We evaluated the diagnostic accuracies of GLB, AGR, fibrinogen, ESR, and CRP in patients with comorbidities (venous thrombosis, autoimmune diseases, malignancies, and concurrent infections in other organs) separately and found that their diagnostic accuracies were good. As the number of cases was small, the diagnostic accuracies of these biomarkers should be evaluated in a larger number of cases in the future.

The recent use of antibiotics might influence inflammation biomarkers. However, in this study, we found no significant difference between PJI patients who recently used and did not recently use antibiotics in GLB, AGR, fibrinogen, ESR, and CRP. Therefore, the use of antibiotics had little influence on these biomarkers, and it was attractive to use these three biomarkers in the PJI diagnosis of patients who had recently used antibiotics.

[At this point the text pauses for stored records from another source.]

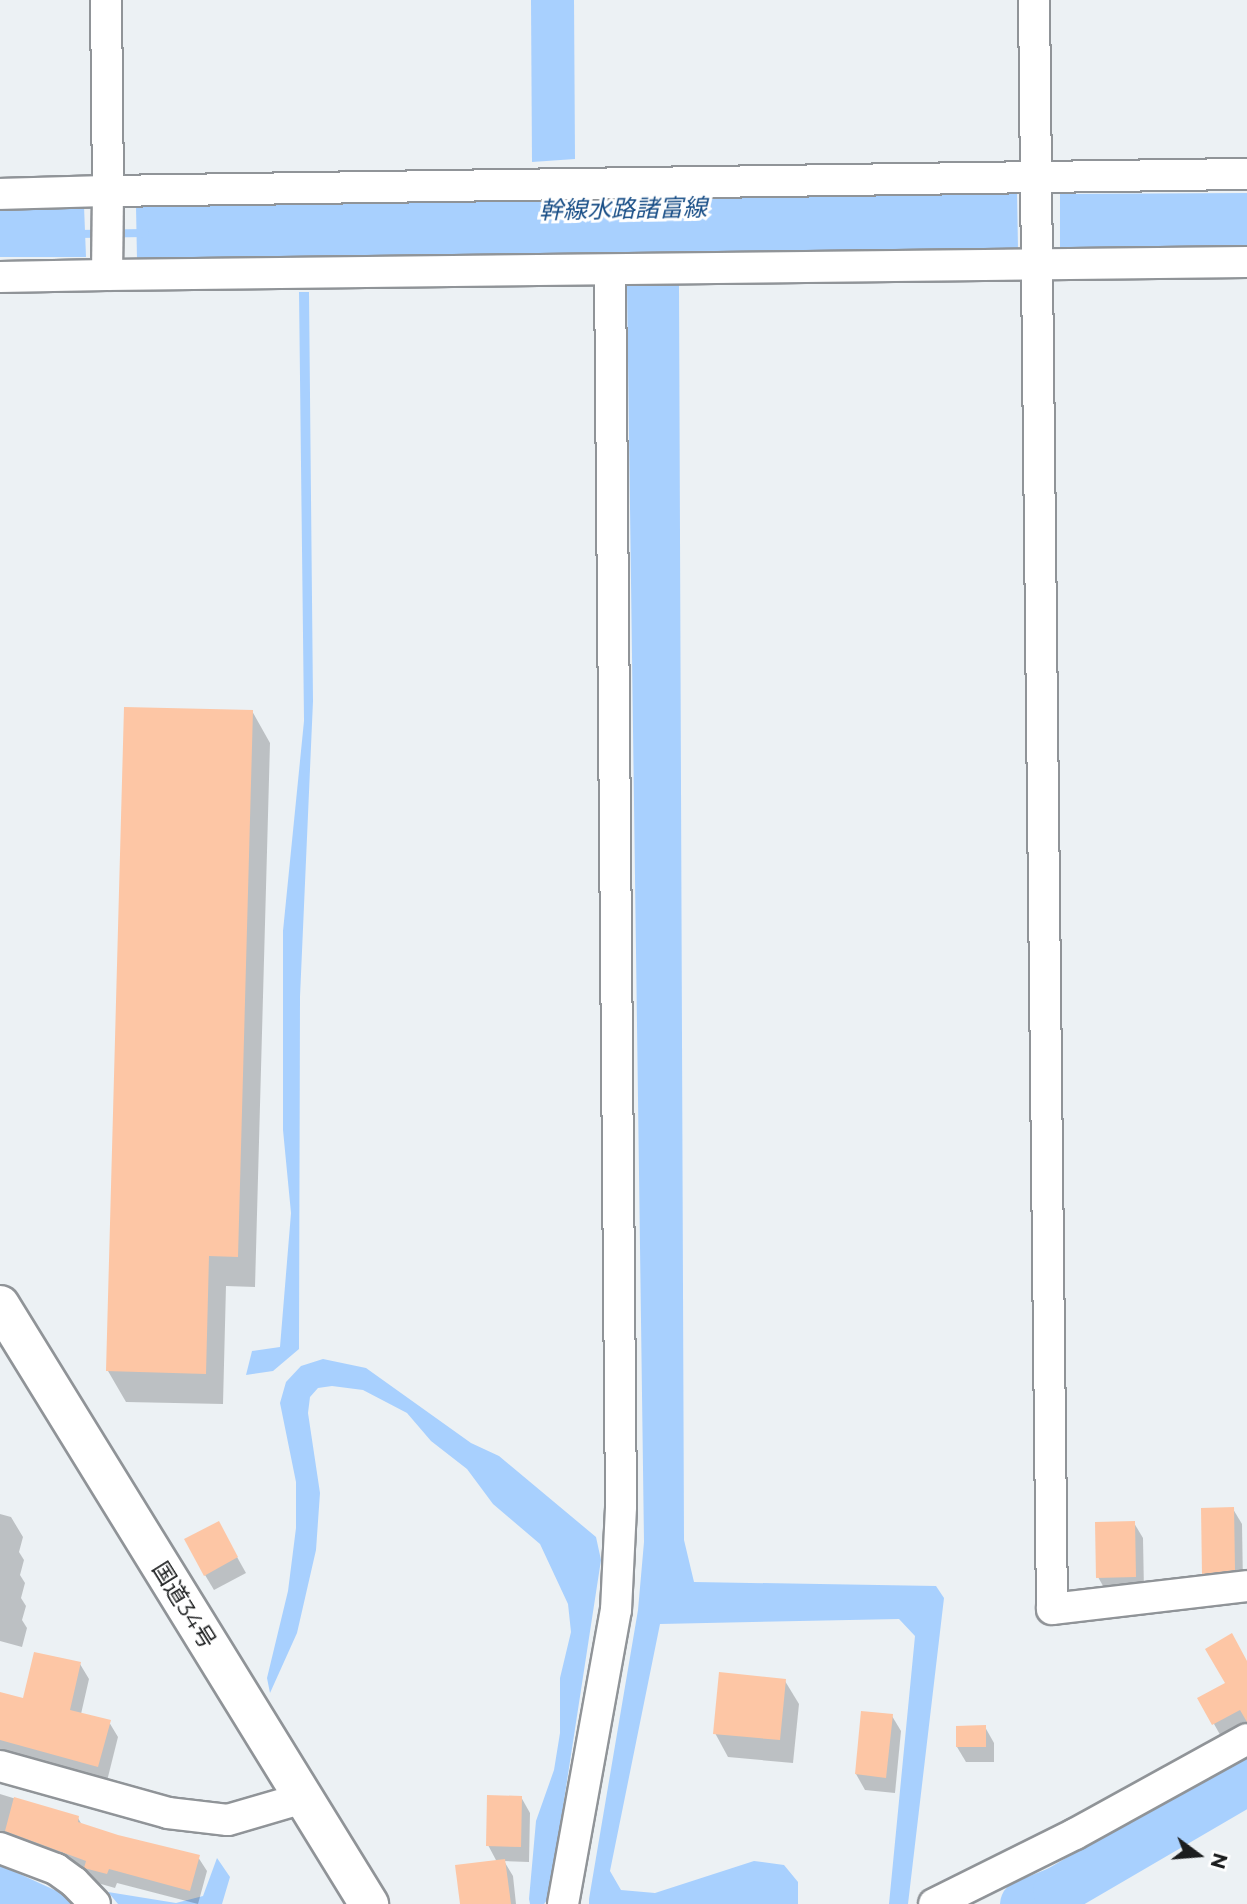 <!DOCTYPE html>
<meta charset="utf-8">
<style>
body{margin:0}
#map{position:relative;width:1247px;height:1904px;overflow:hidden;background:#ecf1f4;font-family:Montserrat,"Noto Sans JP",sans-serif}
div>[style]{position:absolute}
.water>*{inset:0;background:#a8d0fe}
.shadow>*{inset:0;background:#0003}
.stream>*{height:8px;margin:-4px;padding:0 4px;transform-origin:4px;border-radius:4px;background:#a8d0fe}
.river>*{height:49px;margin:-24.5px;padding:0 24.5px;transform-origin:24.5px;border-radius:24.5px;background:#a8d0fe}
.building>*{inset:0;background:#fdc6a5}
.roads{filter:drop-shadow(2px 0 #909498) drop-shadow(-2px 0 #909498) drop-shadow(0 2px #909498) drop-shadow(0 -2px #909498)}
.minor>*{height:30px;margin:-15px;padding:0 15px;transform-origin:15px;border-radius:15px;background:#fff}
.trunk>*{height:38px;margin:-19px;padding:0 19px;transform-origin:19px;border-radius:19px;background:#fff}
span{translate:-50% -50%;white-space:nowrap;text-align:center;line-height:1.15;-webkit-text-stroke:6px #fff;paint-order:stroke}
.street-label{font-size:23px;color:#1b1d1e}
.water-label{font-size:24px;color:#1a4f87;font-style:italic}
.north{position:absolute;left:1163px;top:1820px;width:70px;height:70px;-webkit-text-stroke:5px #fff;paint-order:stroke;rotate:106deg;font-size:19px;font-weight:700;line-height:28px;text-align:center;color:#1b1d1e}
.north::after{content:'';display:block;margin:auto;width:24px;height:32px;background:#1b1d1e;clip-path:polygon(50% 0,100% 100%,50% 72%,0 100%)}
</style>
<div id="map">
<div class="water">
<div style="clip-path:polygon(531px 0,574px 0,575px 159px,532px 162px)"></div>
<div style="clip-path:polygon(1017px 192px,1018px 249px,137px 259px,136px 206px)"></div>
<div style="clip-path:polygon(1247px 193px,1247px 248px,1060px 249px,1060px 194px)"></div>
<div style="clip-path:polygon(84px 206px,86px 257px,0 257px,0 207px)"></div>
<div style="clip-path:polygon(679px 284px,684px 1540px,694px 1582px,936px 1586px,944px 1598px,908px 1904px,889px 1904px,915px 1636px,899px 1619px,660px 1624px,610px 1871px,621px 1890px,655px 1893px,754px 1861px,784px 1865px,798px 1882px,798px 1904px,589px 1904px,589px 1899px,638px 1610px,644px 1542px,627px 286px)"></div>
<div style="clip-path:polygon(299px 292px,309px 292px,313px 701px,300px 997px,299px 1349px,273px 1371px,246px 1375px,252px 1351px,280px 1347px,291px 1213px,283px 1130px,283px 931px,304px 721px)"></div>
<div style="clip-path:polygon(323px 1359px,366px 1368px,471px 1443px,499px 1456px,596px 1537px,601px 1560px,549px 1898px,544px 1904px,530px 1904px,529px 1899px,536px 1821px,554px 1770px,560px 1733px,560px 1678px,571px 1632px,568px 1604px,540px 1544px,493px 1504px,467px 1469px,431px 1441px,407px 1413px,363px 1390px,332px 1386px,318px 1388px,310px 1397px,308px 1413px,320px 1493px,316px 1550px,297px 1633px,270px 1693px,267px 1678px,288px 1591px,296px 1528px,296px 1482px,280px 1403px,286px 1382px,301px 1366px)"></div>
<div style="clip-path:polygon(217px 1858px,230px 1877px,222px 1904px,118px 1904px,108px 1892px,176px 1903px,203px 1896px)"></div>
<div style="clip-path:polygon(0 1865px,72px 1898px,70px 1904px,0 1904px)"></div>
</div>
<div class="shadow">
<div style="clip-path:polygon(252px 711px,270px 743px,255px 1287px,226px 1286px,223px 1404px,126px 1402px,108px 1371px)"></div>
<div style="clip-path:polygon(1233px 1509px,1242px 1524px,1243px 1585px,1213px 1589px,1204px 1573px)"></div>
<div style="clip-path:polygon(0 1514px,11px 1517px,23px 1537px,19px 1552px,24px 1560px,20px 1575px,25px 1583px,21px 1598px,26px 1606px,22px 1620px,27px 1628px,22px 1647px,0 1641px)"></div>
<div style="clip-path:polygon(218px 1523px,246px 1573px,214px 1590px,205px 1575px)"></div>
<div style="clip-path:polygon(1134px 1523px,1143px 1538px,1144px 1592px,1107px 1593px,1098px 1577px)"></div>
<div style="clip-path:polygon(80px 1664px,89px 1679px,81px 1714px,109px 1722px,118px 1737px,107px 1781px,0 1759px,0 1694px,24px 1701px)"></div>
<div style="clip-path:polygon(1247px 1664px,1247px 1726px,1223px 1740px,1200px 1699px,1227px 1684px)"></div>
<div style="clip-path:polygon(785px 1681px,799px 1704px,793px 1763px,728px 1757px,715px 1733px)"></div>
<div style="clip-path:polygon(892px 1716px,901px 1731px,895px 1793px,865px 1790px,856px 1774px)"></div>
<div style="clip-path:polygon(985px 1727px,994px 1743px,994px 1762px,966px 1762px,957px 1747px)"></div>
<div style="clip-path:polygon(0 1794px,78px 1818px,82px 1825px,118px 1837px,198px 1857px,207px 1871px,198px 1904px,117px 1883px,115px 1888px,94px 1882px,88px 1872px,52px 1857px,0 1844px)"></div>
<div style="clip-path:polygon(521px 1797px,530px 1813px,529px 1862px,504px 1861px,513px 1876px,516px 1904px,462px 1904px,497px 1862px,488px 1845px)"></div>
</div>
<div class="stream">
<div style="left:78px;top:234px;width:67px;rotate:-0.9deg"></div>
</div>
<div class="river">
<div style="left:1024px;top:1904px;width:35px;rotate:-22deg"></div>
<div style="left:1057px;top:1891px;width:220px;rotate:-30.3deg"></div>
</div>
<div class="building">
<div style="clip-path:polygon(124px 707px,253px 710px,238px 1257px,209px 1256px,206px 1374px,106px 1371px)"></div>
<div style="clip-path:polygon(1234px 1507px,1235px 1570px,1202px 1574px,1201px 1508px)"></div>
<div style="clip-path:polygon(219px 1521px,238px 1557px,204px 1576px,184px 1539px)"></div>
<div style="clip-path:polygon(1135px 1521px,1136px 1577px,1096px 1578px,1095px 1522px)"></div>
<div style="clip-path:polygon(1232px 1633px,1247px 1661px,1247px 1722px,1240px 1710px,1212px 1725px,1197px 1698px,1225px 1683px,1205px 1649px)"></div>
<div style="clip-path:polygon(34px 1652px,81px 1662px,70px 1710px,111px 1720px,98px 1767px,0 1740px,0 1692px,23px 1698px)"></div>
<div style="clip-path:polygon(719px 1672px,786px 1679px,780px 1740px,713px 1734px)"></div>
<div style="clip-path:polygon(861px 1711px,893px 1714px,886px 1778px,855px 1774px)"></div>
<div style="clip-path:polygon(986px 1725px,986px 1747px,956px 1747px,956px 1726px)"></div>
<div style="clip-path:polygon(487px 1795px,522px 1796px,521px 1847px,486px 1846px)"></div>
<div style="clip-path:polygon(14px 1797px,79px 1816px,78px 1822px,118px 1835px,200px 1855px,190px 1891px,109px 1869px,107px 1874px,84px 1868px,86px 1861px,5px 1831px)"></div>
<div style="clip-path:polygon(505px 1859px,511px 1904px,460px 1904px,455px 1865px)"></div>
</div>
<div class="roads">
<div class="minor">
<div style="left:1034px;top:0;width:1609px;rotate:89.36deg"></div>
<div style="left:1052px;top:1609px;width:196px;rotate:-6.7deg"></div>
<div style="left:0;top:194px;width:108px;rotate:-1.6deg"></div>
<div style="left:108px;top:191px;width:191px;rotate:-90.6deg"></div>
<div style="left:107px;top:275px;width:1140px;rotate:-0.65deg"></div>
<div style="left:0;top:277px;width:107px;rotate:-1.1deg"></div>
<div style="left:107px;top:275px;width:84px;rotate:-89.3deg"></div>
<div style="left:108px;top:191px;width:1139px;rotate:-0.86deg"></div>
<div style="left:0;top:1766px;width:174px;rotate:15.6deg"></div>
<div style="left:168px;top:1813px;width:60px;rotate:6.7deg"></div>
<div style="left:228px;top:1820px;width:78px;rotate:-16.3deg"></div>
<div style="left:0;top:1848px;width:60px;rotate:20.6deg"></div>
<div style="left:56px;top:1869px;width:22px;rotate:36deg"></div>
<div style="left:74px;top:1882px;width:30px;rotate:46deg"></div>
<div style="left:563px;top:1904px;width:299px;rotate:-79.8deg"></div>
<div style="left:616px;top:1610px;width:103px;rotate:-87.2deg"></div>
<div style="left:621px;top:1507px;width:1236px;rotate:-90.51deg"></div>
<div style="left:934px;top:1904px;width:157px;rotate:-26.4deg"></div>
<div style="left:1075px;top:1834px;width:196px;rotate:-28.9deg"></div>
</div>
<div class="trunk">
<div style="left:0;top:1305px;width:704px;rotate:58.37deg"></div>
</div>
</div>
<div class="street-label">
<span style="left:184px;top:1605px;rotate:58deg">国道34号</span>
</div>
<div class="water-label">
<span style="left:623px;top:209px;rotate:-1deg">幹線水路諸富線</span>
</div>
<div class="north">N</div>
</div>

Benito N et al. [46] conducted a multicenter cohort study of PJI and obtained 2288 cases with the microbiologic diagnosis. In their research, Staphylococcus aureus, Staphylococcus epidermidis, Escherichia coli, Pseudomonas aeruginosa, Enterococcus faecalis, and Propionibacterium acnes, in decreasing order, were involved in more than 80% of PJIs. In our study, Staphylococcus epidermidis was the most common pathogen (33.90%, 20 of 59), followed by Staphylococcus aureus (18.64%, 11 of 59). This difference was caused by the bacterial spectrum varying among different areas. There was no significant difference between the culture-positive and culture-negative PJI patients in GLB, AGR, fibrinogen, and CRP. However, the diagnostic accuracies of these biomarkers in culture-negative PJI were lower than those of culture-positive PJI: GLB (47.83% vs. 62.71%), AGR (56.52% vs. 71.19%), fibrinogen (73.91% vs. 83.05%), and CRP (65.22% vs. 89.83%). Therefore, more attention is needed in the diagnosis of culture-negative PJI. The positive culture rate of PJI patients with recent use of antibiotics was lower than that of those who had not recently used antibiotics; thus, the use of antibiotics decreased the culture rate.

There are some limitations to this study. The most important limitation related to this study is the retrospective nature. Another limitation is the small sample size of this study, necessitating further large-scale, prospective, and multicenter studies. Finally, this study lacks validation, which may lead to the reduced reliability of these new biomarkers; we will verify this hypothesis in future studies.

Conclusion

Our study demonstrated that GLB, AGR, and fibrinogen were promising biomarkers in the diagnosis of PJI.